Stuttgart - Klimawandel – war da was? Die vergangenen kalten und regnerischen Junitage haben hierzulande wieder einmal Zweifel daran aufkommen lassen, dass es stetig wärmer wird. In Pakistan – und zuvor in Indien – fordert derzeit eine verheerende Hitzewellen viele Menschenleben. Weitere Indizien weisen klar darauf hin, dass sich die Klimaerwärmung auch in diesem Jahr massiv fortsetzen wird, nachdem 2014 als weltweit bisher wärmstes Jahr seit Beginn der Wetteraufzeichnungen in die Annalen eingegangen ist.

 

„Seit 2010 liegt die Bedeckung der Arktis mit Seeeis unter dem langjährigen Mittel – und 2015 scheint ein neues Rekordjahr zu werden“, stellte Andreas Walter vom Zentralen Klimabüro des Deutschen Wetterdiensts (DWD) bei einem Fachseminar zum Klimawandel im Stuttgarter Rathaus fest. In der Tat lag die mit Eis bedeckte Fläche rund um den Nordpol im April diesen Jahres wieder deutlich unter den Frühjahrswerten der Vorjahre. Der Rückgang des arktisches Seeeises ist verhängnisvoll, weil er einer weiteren Erwärmung der Erde Vorschub leistet: Die kleiner werdende weiße Eisfläche reflektiert weniger Sonnenlicht in das Weltall, gleichzeitig nimmt das dunkle Meer mehr Sonnenwärme auf.

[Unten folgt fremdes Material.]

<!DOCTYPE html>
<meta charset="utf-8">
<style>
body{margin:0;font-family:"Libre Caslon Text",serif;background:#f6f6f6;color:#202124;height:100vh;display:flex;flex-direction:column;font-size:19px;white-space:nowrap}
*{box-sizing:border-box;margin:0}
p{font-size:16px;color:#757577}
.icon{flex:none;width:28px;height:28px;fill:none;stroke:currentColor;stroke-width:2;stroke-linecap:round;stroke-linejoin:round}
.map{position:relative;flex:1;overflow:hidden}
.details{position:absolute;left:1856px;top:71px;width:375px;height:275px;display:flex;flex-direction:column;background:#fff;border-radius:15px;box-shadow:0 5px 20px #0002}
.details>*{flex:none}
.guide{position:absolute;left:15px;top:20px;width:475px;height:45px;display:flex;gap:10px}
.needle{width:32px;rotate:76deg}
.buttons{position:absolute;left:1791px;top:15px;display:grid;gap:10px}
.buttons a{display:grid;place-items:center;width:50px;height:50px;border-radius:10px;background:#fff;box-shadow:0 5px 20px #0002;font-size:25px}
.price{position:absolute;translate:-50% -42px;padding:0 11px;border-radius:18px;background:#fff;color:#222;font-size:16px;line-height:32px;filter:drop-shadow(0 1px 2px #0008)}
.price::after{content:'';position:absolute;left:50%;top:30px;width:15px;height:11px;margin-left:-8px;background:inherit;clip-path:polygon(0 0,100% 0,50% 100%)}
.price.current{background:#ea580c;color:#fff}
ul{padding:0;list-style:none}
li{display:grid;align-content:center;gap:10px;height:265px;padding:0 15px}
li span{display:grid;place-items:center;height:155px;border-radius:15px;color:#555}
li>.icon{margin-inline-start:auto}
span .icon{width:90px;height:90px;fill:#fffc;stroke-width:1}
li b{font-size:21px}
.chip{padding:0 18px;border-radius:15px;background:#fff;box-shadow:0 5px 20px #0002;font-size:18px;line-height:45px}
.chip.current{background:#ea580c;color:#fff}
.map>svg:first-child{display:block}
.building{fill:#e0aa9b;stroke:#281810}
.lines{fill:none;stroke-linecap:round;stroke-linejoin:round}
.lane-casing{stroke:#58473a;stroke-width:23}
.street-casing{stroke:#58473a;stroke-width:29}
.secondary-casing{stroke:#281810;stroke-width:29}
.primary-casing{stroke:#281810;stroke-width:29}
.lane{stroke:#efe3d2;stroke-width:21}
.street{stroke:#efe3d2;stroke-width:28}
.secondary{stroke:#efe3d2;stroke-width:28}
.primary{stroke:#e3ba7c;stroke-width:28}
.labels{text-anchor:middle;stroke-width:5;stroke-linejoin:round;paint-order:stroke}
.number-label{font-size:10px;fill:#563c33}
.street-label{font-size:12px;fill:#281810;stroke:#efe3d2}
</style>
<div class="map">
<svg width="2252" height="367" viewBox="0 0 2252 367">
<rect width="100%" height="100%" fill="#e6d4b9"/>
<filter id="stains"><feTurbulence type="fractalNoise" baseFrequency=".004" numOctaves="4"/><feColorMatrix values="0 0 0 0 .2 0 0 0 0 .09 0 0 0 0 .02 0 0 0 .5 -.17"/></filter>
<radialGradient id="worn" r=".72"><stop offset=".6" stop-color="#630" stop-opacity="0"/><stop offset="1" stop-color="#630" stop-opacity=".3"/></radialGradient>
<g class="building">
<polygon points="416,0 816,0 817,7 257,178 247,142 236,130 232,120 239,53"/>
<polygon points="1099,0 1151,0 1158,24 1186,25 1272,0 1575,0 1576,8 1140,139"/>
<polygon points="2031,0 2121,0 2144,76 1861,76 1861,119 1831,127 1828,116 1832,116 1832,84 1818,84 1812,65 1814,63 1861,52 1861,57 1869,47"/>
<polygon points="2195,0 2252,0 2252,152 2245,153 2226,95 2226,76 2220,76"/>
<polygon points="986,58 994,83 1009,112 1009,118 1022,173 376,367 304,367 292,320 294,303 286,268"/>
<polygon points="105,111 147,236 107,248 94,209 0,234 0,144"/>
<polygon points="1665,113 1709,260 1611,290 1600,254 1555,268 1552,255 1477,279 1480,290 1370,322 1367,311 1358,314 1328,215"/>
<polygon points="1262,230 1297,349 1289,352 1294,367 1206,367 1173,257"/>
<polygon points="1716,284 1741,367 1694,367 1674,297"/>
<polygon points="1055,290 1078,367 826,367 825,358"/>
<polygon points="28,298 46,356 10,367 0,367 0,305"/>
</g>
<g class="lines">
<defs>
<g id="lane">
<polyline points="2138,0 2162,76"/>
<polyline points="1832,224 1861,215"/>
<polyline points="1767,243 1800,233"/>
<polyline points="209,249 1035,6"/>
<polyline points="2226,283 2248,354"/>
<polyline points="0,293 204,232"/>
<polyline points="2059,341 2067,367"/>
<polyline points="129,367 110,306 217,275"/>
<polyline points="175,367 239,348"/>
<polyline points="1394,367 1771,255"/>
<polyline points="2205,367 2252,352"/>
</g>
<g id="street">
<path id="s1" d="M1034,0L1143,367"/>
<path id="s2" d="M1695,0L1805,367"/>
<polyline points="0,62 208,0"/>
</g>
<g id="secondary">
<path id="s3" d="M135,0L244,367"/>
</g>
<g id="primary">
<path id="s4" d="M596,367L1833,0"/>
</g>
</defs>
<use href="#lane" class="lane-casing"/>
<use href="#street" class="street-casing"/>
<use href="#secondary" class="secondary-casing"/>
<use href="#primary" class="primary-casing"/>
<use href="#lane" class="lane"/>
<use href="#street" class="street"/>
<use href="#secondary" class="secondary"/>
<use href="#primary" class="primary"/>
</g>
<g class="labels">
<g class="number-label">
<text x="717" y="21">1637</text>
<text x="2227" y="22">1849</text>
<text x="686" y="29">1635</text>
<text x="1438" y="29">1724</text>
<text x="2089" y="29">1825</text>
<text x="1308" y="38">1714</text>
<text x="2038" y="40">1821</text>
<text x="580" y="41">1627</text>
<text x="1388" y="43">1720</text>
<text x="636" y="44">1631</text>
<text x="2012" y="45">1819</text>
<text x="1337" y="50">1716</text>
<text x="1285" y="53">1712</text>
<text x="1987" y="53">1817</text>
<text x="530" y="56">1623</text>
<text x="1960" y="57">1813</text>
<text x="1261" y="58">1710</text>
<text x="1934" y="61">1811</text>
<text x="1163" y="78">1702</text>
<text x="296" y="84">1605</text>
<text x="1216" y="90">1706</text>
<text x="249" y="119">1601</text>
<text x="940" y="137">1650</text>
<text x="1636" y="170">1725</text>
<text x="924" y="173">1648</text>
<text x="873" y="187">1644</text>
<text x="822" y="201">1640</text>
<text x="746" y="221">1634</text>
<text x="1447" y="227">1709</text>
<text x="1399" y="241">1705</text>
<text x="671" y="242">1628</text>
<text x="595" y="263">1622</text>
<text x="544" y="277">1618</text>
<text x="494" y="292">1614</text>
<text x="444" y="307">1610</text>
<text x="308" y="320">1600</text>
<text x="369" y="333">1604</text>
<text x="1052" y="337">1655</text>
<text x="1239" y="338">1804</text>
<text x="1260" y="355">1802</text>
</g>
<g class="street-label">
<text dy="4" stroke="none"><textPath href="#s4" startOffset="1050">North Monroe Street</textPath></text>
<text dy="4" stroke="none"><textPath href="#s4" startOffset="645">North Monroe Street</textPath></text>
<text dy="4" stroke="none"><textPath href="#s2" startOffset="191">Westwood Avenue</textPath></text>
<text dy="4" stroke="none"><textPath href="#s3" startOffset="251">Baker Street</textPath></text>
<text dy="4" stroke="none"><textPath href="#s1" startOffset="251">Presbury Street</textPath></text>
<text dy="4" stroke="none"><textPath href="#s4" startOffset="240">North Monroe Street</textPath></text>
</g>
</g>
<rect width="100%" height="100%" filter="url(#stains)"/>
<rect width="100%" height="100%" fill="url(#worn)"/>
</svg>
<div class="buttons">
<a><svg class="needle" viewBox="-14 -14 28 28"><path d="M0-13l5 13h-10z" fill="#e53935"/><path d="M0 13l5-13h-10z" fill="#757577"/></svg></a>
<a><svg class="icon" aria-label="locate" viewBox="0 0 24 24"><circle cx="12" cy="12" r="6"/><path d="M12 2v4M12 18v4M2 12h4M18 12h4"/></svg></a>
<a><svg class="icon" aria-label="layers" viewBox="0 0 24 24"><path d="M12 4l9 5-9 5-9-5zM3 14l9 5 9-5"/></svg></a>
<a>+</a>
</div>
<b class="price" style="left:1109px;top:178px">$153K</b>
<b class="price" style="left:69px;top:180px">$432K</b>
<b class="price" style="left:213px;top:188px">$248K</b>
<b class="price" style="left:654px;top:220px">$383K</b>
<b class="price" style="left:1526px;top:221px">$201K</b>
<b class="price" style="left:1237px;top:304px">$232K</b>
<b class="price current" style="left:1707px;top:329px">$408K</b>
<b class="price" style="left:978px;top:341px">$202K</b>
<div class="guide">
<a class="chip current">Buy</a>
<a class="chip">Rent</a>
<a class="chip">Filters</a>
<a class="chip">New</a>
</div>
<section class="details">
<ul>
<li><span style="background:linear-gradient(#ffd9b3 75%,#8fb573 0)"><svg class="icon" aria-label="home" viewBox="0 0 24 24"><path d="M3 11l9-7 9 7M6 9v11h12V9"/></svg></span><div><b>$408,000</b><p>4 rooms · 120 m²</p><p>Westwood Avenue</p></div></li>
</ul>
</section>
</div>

Dass die Erde sich erwärmt, ist unter Klimaexperten unumstritten. Die Frage ist nur, wie schnell der Prozess vorankommt. Hier kommen unterschiedliche Klimamodelle zu unterschiedlichen Prognosen. „Deshalb müssen wir mit Bandbreiten arbeiten, um die Unsicherheiten der Modelle zu kommunizieren“, erklärt Walter. Die Unsicherheiten gehen allerdings keineswegs so weit, dass sich womöglich sogar eine Trendwende in der Klimaerwärmung abzeichnen könnte. Im Gegenteil: Wegen der nach wie vor deutlich steigenden Emissionen an Treibhausgasen und der weltweit nur sehr zögerlichen Entwicklung hin zu weniger Treibhausgasemissionen könnte sich die Erde noch kräftiger erwärmen als die moderaten – und damit politisch oft bevorzugten – Klimamodelle anzeigen.

Hitzetage werden zunehmen

Doch auch diese prognostizieren für Baden-Württemberg eine Fortsetzung des bisherigen Trends zu Erwärmung. So könnte es hierzulande gegen Ende des Jahrhunderts bis zu 3,6 Grad wärmer sein, lauten die regionalen Prognosen. Was dies konkret bedeutet, lässt sich gut am Beispiel der Hitzetage in Karlsruhe zeigen, weil die Stadt bundesweit über eine der längsten Messreihen verfügt.

So ist dokumentiert, dass im 25-Jahres-Zeitraum 1876 bis 1901 im Durchschnitt pro Jahr sechs Hitzetage mit Temperaturen über 30 Grad pro Jahr verzeichnet wurden. Derzeit müssen die Karlsruher bereits mit 20 Hitzetagen im Jahr rechnen, wie Kai-Achim Höpker von der baden-württembergischen Landesanstalt für Umwelt, Messungen und Naturschutz berichtet. Im letzten Viertel des 21. Jahrhunderts werden es wohl mehr als 40 Hitzetage sein. Dabei sind immer größere Gebiete der Stadt betroffen: „Bis zur Jahrhundertmitte könnten 32 Prozent und bis Ende des Jahrhunderts 95 Prozent der Fläche von Karlsruhe bioklimatisch hoch belastet sein“.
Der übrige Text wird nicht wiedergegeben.